Tuesday, July 24, 2007

Tales of Storage IPOs: What happened to Quality?

A comparison of upcoming IPOs, Netezza, BladeLogic, Voltaire and Compellent, with recent storage IPOs. If VMware is to be shown on this chart, it will be outside of upper-right quadrant.

Monday, July 16, 2007

Power Consumption by Google Services

Even though, Google doesn’t share a lot of details of their infrastructure, as we have seen from limited published information, they are obsessed with continuously monitoring, managing and improving the efficiency of their infrastructure.

Recently, Robin Harris attended the Google conference on scalability and then mused How Yahoo can beat Google.
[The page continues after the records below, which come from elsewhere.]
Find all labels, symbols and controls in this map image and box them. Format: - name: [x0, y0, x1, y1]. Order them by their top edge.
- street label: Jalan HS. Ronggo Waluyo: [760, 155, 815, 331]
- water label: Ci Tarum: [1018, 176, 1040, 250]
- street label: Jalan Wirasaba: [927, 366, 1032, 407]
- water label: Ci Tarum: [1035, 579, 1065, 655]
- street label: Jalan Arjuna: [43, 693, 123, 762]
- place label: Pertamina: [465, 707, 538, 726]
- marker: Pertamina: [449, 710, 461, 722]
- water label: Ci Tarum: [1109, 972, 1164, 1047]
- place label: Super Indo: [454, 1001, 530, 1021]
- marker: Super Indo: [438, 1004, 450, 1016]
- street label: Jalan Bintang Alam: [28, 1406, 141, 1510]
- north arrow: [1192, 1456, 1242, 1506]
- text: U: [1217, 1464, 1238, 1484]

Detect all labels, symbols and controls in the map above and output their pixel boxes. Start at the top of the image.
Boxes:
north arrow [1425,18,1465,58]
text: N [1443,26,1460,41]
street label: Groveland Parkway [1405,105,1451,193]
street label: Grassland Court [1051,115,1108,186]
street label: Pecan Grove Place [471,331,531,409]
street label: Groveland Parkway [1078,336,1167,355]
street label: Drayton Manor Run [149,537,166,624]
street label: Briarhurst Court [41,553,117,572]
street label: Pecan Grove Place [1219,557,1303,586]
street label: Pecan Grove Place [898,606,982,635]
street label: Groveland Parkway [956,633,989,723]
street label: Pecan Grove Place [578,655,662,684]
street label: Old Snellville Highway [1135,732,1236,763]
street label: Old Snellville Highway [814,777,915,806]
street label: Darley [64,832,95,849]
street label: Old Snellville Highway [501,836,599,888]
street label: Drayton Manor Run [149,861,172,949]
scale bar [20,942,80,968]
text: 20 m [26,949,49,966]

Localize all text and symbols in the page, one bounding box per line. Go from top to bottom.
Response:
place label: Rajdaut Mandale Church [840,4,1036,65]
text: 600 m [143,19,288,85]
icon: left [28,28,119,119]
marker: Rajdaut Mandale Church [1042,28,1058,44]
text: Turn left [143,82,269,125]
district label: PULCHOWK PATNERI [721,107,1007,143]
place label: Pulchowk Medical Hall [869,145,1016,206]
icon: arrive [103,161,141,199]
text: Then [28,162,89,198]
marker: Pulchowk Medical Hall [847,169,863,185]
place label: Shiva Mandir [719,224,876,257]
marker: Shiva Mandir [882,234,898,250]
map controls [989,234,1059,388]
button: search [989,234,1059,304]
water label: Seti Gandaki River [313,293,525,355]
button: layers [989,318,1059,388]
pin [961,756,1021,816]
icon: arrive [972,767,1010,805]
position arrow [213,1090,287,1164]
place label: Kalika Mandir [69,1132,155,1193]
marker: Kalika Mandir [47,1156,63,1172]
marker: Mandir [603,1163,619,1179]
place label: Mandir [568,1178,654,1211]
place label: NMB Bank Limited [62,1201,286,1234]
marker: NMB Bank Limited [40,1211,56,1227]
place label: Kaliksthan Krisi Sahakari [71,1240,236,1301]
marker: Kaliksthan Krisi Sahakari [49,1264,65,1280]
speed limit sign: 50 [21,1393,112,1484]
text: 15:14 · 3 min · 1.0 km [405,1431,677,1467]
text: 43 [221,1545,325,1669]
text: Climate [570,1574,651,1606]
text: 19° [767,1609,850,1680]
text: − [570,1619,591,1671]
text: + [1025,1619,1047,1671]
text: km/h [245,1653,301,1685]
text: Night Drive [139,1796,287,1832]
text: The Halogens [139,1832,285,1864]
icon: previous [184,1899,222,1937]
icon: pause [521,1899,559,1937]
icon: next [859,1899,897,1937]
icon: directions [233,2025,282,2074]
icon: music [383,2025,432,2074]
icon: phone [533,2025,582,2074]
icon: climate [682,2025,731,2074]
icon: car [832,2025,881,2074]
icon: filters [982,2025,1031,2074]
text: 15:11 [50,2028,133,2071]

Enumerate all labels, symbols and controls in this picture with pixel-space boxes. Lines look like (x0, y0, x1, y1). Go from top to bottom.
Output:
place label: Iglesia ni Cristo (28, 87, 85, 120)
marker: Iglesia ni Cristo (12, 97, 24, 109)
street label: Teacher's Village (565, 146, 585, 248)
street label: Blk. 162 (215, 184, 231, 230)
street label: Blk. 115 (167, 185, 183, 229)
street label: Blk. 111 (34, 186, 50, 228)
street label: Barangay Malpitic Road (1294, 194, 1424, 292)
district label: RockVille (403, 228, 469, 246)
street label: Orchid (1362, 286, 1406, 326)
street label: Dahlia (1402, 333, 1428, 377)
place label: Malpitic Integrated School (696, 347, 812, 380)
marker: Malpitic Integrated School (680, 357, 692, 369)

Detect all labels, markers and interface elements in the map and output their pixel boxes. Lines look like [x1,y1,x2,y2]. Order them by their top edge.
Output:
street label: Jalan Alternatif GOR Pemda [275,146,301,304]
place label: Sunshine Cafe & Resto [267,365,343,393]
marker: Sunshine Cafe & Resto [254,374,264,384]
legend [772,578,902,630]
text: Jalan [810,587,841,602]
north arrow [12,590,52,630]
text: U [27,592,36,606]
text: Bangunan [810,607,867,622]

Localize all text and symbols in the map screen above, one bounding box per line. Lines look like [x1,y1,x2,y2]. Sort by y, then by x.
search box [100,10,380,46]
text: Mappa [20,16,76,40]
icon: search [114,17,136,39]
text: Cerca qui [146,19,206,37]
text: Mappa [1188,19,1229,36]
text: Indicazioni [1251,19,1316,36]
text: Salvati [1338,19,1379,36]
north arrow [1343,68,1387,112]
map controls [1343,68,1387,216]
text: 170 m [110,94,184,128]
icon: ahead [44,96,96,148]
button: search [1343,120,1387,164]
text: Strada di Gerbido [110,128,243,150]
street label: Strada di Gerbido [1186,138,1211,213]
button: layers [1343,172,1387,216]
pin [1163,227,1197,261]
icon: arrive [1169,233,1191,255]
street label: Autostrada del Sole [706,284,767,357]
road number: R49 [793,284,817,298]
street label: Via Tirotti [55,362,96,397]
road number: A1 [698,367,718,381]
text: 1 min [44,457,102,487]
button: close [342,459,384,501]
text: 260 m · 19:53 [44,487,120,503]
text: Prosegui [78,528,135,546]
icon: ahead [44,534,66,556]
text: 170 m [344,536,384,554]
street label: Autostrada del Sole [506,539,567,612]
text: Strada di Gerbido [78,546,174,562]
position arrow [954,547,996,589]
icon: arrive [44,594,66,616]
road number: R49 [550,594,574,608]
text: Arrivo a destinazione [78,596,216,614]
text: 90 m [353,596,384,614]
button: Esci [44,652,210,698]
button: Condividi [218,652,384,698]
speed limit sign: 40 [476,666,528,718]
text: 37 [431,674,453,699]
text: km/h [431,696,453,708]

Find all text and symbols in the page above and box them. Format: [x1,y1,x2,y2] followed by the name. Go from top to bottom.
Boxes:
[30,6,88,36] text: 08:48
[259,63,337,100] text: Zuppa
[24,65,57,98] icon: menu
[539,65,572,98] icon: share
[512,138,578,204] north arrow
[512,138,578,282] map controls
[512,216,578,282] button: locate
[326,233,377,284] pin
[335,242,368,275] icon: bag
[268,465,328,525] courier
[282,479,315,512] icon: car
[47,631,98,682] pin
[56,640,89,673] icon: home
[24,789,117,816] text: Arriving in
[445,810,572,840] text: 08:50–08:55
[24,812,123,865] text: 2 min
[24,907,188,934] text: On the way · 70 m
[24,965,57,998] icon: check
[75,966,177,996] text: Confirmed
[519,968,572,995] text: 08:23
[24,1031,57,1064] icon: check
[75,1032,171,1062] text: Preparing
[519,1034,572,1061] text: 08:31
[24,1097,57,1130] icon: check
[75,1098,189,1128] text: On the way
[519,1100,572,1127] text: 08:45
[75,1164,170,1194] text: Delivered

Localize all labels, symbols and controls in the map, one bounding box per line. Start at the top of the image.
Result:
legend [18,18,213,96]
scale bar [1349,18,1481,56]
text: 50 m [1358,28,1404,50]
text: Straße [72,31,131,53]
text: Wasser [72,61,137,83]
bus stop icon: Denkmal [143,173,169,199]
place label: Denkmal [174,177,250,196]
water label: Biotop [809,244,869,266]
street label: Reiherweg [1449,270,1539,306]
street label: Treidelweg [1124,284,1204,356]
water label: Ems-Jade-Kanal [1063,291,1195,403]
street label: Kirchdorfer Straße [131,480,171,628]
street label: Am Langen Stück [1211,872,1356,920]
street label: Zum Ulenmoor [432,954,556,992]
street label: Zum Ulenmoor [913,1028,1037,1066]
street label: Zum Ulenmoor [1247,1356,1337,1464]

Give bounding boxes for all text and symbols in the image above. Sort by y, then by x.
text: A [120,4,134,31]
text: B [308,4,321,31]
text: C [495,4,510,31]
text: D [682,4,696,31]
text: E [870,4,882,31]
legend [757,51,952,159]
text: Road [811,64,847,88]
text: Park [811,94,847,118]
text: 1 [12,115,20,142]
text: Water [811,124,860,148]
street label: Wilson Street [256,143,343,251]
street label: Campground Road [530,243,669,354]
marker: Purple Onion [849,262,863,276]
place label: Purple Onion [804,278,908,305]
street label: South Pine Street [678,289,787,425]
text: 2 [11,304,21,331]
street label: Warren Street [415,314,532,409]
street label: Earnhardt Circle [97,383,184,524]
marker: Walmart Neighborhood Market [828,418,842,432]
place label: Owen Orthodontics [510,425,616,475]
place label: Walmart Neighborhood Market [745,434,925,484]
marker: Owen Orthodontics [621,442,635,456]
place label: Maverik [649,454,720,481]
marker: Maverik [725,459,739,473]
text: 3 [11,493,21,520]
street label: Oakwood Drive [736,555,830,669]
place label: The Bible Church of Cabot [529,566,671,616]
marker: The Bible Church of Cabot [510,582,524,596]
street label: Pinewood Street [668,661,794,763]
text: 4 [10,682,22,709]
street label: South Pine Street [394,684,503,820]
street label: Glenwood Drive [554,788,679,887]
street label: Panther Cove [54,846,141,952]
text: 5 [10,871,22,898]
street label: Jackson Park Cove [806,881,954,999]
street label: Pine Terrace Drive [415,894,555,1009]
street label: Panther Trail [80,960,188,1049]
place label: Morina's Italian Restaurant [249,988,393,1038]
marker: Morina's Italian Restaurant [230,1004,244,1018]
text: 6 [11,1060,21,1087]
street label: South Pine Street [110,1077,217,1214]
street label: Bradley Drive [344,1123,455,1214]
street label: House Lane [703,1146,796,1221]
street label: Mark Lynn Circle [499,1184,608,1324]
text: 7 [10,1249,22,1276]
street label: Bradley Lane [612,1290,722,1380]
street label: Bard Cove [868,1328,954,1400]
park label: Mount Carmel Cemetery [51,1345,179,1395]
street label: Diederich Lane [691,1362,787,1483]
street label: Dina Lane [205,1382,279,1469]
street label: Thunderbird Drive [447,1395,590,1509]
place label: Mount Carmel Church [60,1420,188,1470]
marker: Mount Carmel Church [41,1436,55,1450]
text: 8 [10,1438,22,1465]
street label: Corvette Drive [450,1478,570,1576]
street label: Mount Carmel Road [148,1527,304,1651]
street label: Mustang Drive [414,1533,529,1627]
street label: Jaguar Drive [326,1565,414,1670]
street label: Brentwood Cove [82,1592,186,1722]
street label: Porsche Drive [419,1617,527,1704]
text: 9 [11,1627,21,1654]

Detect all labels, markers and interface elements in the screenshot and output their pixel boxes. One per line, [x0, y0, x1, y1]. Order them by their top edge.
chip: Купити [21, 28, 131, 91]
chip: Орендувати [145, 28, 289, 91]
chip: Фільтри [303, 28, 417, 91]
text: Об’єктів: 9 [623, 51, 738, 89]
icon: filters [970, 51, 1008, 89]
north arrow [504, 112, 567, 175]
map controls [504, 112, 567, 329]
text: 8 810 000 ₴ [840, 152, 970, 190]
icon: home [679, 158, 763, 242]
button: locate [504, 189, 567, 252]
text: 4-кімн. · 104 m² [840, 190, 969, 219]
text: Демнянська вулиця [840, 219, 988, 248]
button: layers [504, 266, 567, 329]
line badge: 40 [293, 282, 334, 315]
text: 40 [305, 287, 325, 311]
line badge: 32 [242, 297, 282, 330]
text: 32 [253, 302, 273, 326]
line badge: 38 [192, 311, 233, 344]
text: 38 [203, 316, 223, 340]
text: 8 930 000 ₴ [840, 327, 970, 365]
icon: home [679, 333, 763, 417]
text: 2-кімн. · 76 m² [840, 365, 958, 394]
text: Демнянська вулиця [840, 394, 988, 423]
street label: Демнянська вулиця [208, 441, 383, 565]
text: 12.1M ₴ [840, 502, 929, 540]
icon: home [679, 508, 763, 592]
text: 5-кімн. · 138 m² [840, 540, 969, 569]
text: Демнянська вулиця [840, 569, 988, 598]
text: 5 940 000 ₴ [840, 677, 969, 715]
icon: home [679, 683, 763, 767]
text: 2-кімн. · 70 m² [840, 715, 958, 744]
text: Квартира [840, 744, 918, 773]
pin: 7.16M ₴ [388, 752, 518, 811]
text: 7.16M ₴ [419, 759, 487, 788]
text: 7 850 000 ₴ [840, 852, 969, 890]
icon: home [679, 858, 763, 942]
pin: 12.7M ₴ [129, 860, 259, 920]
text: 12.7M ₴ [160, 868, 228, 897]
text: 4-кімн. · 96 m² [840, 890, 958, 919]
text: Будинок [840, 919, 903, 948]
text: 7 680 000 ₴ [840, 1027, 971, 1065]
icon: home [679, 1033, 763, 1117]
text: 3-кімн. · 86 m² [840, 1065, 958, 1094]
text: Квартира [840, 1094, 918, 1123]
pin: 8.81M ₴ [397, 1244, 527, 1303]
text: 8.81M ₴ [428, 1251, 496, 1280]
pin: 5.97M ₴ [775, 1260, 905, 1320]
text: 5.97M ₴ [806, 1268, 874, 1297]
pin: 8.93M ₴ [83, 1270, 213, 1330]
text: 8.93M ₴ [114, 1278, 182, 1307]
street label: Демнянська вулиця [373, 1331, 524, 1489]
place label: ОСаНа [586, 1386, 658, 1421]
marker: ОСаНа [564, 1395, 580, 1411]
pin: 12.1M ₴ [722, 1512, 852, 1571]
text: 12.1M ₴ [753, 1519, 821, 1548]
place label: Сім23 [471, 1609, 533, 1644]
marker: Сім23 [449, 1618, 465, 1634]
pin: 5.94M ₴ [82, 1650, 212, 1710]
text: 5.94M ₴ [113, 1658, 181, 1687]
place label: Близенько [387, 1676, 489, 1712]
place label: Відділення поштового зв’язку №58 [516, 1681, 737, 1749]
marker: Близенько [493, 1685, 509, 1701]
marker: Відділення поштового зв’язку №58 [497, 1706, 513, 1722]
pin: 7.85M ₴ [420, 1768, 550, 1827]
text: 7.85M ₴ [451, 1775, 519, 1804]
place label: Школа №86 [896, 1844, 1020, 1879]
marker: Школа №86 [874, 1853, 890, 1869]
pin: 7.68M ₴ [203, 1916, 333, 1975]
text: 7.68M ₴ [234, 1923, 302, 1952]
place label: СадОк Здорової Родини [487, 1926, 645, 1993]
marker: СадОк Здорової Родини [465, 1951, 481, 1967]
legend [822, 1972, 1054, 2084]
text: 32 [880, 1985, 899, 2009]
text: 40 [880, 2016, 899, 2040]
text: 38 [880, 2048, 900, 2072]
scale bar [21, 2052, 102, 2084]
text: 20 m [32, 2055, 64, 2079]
Few months ago, Google published results of their work on disk drive failure in paper Failure Trends in a Large Disk Drive Population [PDF]. It was extensively covered in blogosphere including by me in blog entries SMART not so smart in predicting disk drive failure and Google Findings of Disk Failures Rates and Implications and by Robin Harris in his blog entry Google’s Disk Failure Experience.

Google has done it again and presented results of their work on power consumption and provisioning in paper Power Provisioning for a Warehouse-sized Computer [PDF] at the ACM International Symposium on Computer Architecture, San Diego CA, June 9 – 13, 2007. In this work, Google researchers, Xiaobo Fan, Wolf-Dietrich Weber and Luiz Andre Barroso looked in to 15,000 servers running three different applications – Websearch, Webmail and Mapreduce for six months to determine the power usage characteristics at Rack, PDU and Datacenter levels.

Google Services

Websearch: A service with high request throughput and large data processing for each request.

Webmail: A disk I/O intensive service. Machines configured with large number of disk drives. Each request involves a relatively small number of servers.

Mapreduce: A cluster dedicated to running large offline batch jobs. Involve process terabytes of data using thousands of machines.

Key Findings

The key findings from this work are:
  1. The difference between maximum power used by large number of computing devices, cumulatively, and their theoretical peak usage can be as much as 40% in datacenters.

  2. It may be more efficient to leverage power management techniques at datacenter level than at rack level.

  3. Nameplate ratings are of little use in power provisioning as they significantly overestimate actual maximum usage.

  4. CPU utilization as a measure of machine-level activity produces accurate results for dynamic power usage especially with large group of machines. The dynamic power range is less than 30% for disks and negligible for motherboards.

  5. Using maximum power draw of individual machines to provision the datacenter, will have some stranded capacity.

  6. A mix of diverse workload reduces the difference between average and peak power, an argument in favor of mixed deployment.

  7. Idle power is significantly lower than the actual peak power, but generally never below 50%.

  8. CPU dynamic voltage/frequency scaling may yield moderate energy savings (up to 23%) at datacenter levels.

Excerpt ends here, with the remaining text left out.